DUT-5 (DUT ⇒ Dresden University of Technology) is a material in the class of metal-organic frameworks (MOFs). Metal-organic frameworks are crystalline materials, in which metals are linked by ligands (linker molecules) to form repeating three-dimensional structures known as coordination entities. The DUT-5 framework is an expanded version of the MIL-53 structure and consists of Al3+ metal centers and biphenyl-4,4'-dicarboxylate (BPDC) linker molecules. It consists of inorganic [M-OH] chains, which are connected by the biphenyl-4,4'-dicarboxylate linkers to four neighboring inorganic chains. The resulting structure contains diamond-shaped micropores extending in one dimension.

Structural analogs 
The DUT-5 structure was initially synthesized with Al3+ as metal center, but other isostructural materials, whose structures are comparable to DUT-5, have also been prepared with metals having oxidation states of +II or +IV . 

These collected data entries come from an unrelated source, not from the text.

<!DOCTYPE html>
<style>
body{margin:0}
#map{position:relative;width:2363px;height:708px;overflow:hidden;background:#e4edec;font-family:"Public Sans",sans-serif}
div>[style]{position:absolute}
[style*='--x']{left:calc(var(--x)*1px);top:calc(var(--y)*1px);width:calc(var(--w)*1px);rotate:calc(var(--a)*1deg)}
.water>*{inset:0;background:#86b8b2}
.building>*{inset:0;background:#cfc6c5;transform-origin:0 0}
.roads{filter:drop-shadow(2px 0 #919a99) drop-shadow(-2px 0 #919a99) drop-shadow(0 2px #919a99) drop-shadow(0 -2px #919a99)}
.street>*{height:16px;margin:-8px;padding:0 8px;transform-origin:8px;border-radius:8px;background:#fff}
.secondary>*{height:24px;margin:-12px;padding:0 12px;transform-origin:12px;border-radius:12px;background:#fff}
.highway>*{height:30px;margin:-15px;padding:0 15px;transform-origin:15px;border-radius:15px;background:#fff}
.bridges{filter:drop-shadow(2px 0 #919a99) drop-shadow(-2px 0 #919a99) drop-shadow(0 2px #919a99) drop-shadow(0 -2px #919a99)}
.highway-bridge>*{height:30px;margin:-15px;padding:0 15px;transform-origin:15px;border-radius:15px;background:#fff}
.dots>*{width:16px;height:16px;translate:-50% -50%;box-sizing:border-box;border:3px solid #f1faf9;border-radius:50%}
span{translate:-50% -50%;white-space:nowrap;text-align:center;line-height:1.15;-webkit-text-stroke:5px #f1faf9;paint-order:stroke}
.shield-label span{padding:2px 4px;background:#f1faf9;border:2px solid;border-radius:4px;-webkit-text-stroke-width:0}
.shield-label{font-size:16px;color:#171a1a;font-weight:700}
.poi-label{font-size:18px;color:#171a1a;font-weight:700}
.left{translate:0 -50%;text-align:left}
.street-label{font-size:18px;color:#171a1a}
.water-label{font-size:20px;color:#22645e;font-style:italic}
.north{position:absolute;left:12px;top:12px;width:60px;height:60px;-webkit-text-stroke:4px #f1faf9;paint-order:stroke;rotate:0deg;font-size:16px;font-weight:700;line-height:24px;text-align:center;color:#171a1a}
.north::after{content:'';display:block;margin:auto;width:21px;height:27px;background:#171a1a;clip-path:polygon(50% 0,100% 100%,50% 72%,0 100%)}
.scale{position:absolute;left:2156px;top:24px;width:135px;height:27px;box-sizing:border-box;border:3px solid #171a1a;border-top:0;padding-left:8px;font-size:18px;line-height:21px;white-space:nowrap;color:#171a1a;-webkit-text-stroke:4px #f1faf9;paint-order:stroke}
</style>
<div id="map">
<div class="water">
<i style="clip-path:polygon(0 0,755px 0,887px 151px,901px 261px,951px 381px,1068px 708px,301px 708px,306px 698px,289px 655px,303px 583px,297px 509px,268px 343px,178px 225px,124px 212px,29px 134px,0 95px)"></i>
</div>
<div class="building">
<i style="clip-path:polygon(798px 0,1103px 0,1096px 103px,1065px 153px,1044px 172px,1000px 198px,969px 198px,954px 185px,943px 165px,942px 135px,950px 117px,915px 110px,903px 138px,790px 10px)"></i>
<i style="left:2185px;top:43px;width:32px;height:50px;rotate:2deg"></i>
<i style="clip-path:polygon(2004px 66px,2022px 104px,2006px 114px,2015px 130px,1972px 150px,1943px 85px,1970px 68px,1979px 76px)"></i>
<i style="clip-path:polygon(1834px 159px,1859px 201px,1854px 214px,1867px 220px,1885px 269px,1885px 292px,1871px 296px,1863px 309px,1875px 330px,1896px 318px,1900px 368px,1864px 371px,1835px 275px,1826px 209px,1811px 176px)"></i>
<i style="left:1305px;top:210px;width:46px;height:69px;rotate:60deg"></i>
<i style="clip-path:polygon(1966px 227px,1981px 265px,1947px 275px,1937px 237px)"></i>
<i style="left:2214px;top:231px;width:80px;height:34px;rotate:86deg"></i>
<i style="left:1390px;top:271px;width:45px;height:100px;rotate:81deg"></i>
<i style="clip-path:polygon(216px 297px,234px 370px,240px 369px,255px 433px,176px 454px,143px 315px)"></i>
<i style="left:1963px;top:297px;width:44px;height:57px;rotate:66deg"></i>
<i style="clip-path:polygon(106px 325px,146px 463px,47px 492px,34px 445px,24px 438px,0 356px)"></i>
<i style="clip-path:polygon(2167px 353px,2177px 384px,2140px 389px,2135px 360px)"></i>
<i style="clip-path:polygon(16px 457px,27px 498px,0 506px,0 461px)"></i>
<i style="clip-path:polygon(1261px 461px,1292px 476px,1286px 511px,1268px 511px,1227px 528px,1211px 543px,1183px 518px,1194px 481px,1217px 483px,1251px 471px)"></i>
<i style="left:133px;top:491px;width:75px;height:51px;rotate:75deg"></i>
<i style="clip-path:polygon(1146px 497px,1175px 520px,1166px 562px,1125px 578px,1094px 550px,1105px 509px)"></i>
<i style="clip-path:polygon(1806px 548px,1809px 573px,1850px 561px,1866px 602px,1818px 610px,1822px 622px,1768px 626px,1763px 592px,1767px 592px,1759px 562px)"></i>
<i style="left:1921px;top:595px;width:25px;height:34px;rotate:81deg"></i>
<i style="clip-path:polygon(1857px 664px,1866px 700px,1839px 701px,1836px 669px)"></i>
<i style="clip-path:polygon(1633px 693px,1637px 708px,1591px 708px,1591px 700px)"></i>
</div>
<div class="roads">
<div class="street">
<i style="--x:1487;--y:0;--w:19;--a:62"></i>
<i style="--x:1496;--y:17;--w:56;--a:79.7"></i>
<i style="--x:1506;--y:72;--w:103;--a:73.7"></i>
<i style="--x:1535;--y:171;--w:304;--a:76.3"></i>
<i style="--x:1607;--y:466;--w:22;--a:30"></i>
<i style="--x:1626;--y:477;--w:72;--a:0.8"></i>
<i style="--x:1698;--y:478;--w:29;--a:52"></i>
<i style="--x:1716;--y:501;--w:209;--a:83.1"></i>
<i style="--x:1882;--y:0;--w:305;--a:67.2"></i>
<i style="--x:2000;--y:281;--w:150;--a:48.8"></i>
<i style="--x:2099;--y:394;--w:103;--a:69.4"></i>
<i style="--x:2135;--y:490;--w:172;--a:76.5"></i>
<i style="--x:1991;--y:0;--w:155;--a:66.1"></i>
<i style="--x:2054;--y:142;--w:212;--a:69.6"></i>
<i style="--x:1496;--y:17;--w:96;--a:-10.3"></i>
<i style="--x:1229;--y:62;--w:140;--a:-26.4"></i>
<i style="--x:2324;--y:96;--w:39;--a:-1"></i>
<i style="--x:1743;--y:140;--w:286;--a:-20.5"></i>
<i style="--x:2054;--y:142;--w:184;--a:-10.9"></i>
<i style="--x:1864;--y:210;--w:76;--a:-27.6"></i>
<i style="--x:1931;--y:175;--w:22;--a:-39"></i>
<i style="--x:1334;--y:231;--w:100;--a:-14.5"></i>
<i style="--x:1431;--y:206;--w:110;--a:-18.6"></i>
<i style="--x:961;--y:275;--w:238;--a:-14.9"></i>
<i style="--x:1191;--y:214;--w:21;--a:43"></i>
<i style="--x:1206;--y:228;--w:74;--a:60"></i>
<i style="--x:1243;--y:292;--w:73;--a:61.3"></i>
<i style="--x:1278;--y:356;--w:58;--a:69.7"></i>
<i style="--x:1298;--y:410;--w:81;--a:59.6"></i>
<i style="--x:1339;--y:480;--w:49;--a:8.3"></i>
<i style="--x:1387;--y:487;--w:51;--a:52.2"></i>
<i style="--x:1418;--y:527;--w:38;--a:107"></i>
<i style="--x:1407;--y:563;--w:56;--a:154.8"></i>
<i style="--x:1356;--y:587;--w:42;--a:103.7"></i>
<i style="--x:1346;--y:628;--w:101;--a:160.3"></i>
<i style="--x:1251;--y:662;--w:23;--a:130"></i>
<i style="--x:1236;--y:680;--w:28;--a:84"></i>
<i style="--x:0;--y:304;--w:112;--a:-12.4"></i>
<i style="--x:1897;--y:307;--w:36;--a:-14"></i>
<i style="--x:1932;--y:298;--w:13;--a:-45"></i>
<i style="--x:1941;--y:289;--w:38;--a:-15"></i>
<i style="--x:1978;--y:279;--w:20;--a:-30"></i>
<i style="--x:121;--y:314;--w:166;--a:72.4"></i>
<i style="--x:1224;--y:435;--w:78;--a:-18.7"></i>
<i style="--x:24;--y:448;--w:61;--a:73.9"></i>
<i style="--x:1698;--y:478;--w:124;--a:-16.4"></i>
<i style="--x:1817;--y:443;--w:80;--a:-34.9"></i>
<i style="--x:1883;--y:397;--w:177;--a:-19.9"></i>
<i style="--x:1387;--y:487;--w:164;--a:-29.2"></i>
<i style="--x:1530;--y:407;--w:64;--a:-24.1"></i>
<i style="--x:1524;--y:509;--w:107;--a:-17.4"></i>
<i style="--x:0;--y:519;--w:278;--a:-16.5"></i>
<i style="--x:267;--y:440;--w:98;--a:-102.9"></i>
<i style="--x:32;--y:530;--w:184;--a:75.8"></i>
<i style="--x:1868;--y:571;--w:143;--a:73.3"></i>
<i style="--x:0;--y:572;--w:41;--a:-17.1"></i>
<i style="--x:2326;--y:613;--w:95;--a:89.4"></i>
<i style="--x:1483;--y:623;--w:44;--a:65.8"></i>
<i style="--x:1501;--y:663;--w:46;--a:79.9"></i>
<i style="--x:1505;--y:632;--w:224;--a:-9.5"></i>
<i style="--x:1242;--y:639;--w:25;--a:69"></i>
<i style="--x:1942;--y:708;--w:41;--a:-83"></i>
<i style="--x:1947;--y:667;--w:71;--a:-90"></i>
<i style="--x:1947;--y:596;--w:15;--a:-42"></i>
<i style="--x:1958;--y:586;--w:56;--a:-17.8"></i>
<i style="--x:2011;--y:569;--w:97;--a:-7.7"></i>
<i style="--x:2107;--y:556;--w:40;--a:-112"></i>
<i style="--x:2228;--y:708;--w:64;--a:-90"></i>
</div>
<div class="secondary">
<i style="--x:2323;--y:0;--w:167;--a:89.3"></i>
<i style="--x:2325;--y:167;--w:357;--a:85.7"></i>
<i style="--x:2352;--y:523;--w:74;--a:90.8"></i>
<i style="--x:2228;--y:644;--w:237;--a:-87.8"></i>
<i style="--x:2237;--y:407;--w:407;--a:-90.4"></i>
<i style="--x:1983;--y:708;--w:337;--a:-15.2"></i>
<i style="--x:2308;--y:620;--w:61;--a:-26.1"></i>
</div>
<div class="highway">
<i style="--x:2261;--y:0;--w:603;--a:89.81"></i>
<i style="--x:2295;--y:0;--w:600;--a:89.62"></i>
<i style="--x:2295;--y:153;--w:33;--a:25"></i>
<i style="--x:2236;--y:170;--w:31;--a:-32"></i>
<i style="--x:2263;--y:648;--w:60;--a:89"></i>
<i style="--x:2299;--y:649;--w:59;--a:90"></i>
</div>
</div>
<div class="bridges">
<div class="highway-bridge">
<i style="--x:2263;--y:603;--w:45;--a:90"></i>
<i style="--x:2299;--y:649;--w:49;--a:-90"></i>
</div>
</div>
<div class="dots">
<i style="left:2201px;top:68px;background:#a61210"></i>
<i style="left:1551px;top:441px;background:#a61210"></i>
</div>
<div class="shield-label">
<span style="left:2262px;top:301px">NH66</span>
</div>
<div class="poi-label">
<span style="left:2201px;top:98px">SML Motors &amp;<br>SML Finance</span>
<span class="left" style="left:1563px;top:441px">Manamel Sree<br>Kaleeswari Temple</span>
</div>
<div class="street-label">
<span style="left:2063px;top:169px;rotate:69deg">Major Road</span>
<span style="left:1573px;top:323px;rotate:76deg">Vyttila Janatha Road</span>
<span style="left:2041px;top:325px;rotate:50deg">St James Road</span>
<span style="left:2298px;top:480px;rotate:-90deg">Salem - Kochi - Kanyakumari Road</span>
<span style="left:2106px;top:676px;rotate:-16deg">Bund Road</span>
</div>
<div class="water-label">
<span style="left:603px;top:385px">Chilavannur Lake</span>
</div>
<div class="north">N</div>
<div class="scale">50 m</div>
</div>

Due to the tool-box like design of metal-organic framework materials, other organic molecules, which are structurally similar to biphenyl-4,4'-dicarboxylate, have also been used as linker molecules for the synthesis of functionalized DUT-5 materials, which contain uncoordinated functional groups in their framework structure. For the functionalized DUT-5 materials, the additional functional groups at the functional biphenyl-4,4'dicarboxylate linkers in the DUT-5 framework have been used for post-synthetic modification reactions to further modify the framework structure after the initial synthesis or to alter the adsorption properties.